Here is one from the Salonica Army written on Christmas Day:—
Dear Mrs. Allen,
Thank you for your great kindness in sending me some of your books and magazines. I have read them all over and over again, and on each occasion find some new inspiration and help. They grip in such a way that one must feel better for having read them. Knowing that your great work in life is for the upliftment of all, and seeking a practical means of showing my thanks to you, I placed the books and Epochs in the Company Library so that my comrades might have the opportunity of reading them. The result has been very gratifying and cheering, for on several occasions one has gripped me by the hand and thanked me for leaving the books there. Also in this way I have made new friends and found many thoughtful minds amongst the apparently thoughtless. You can quite imagine the joy it was to me to meet a few such in a dug out to talk over those things that matter. As your books are so often "out," it is evident that others are reading them unknown to me, so that a wide influence is undoubtedly being made. Since I arrived in this wild country I have been greatly impressed by the beauties of Nature and God's Majesty revealed in them. The massive mountain range with snow clad peaks, the rushing mountain streams, falling in rocky cascades and mighty waterfalls as they wind their course downward; the sunrise and sunset, and the wonderful canopy of stars. Then the wonderful variety of wild flowers—those little messengers of cheer—which cover the fields and hillsides with beauty—all these, and many other aspects of Nature prove to us the care of God.
Pte. E. G. N.
In the Field, Palestine.
My dear Mrs. Allen,
Thank you so much for your very kind letter to me of 29th of October, received on the 17th of last month. It would seem that our thoughts must have been somewhat alike about that time for my last letter to you bears the same date...Hoping to have gone away on leave before now I had looked forward to being able to write you a much more interesting letter. I would like to ask you if you would send out to me here month by month The Epoch commencing with the January Number...I so often feel I want to see The Epoch. Situated as I am at present I have the opportunity of carrying some things about with me when we move from time to time. I still carry with me your book Personality which you sent to me last Christmas, and I frequently read one or two chapters...And now Christmas with all its memories is with us again. How many poor wanderers were hoping that even if we were unable to be at home at this season, the strife and struggle would be over. I call to mind Grey's words, "Man never is, but always to be blest," and so with the passing of this year our hopes are carried on, and we and all, hope and pray that before another year has passed Peace will once more reign in the nations of the earth. I do hope that all your dear "soldier boys" keep in touch with you.

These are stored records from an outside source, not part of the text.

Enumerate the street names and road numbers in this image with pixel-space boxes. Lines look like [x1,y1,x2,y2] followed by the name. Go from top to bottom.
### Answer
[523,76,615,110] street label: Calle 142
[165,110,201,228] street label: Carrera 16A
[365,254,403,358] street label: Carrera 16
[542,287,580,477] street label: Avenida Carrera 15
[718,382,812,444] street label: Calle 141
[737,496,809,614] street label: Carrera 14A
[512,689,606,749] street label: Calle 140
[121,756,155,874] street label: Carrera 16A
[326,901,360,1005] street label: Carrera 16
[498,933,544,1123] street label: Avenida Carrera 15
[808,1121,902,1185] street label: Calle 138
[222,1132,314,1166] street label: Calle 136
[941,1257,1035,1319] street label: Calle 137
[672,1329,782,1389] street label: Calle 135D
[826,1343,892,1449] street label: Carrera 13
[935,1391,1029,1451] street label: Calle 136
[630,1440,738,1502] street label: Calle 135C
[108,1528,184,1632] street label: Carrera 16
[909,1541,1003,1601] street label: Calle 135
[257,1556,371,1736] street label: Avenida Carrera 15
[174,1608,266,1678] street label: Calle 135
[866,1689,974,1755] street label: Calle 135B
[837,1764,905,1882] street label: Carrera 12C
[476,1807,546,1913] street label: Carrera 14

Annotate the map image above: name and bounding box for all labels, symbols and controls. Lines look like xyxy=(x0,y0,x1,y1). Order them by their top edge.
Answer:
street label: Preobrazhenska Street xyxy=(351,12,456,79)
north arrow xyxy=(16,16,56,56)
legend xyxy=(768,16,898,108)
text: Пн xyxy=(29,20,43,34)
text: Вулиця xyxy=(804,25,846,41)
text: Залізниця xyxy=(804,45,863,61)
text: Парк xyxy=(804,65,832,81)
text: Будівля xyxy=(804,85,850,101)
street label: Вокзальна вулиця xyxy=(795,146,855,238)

Be assured that my thoughts and good wishes are ever with you.
Cpl. E. B. P.
Dear Mrs. Allen,
I will now reply to your splendidly kind letter. Since I received it I have been on leave in Dear Old Blighty, and have spent four glorious days at —— with ——. I have been to Holy Communion here this morning in our Y.M.C.A. Hut. We did enjoy the service. One of the good ladies, one just like I imagine you must be, came too. If she only knew how much the boys appreciated that! Yes, swearing is a very bad habit and I promise to try very hard to drop it altogether, not only because I know it is wrong, but also to please you and my friend in Blighty, and also the good ladies at the Y.M.C.A. I do wish you could have seen my friend and I reading and comparing your dear kind letters together by the light of the fire...May God bless you for your kindly sympathy.
With the British Army, Flanders.
Dear Mrs. Allen,
Your charming book, Life’s Inspirations, came at a time when weary and depressed I felt a longing for peace and rest. The few pages l have read come with the fragrant breath of the hills and the valleys. the glory of the sunshine, the vastness of the skies, the splendor of the meadow-land, lifting me out of my surroundings. Thank you, and thank you again for the uplifting influence of a personality in harmony with The All. I shall cherish the book for all it contains. Words cannot convey the gratitude I have. But you know the appreciation that is wordless..Your book fills me with an intense, unutterable longing that I might be a channel through which the Infinite finds expression, as you are. God keep you ever in touch with Himself, and use you to bring many another weary traveler into the fragrance of Life’s beautiful garden. Rev. H—
I have given you a peep into a few of` those letters that are so valued and so precious to me, and I have done so that you may in the hour of your prayer or meditation send a thought of love and blessing to those men who are so far from home and loved ones, and who, in spite of their brave hearts and noble self-sacrifice, must at times be very, very lonely. Remember them in loving thought with me.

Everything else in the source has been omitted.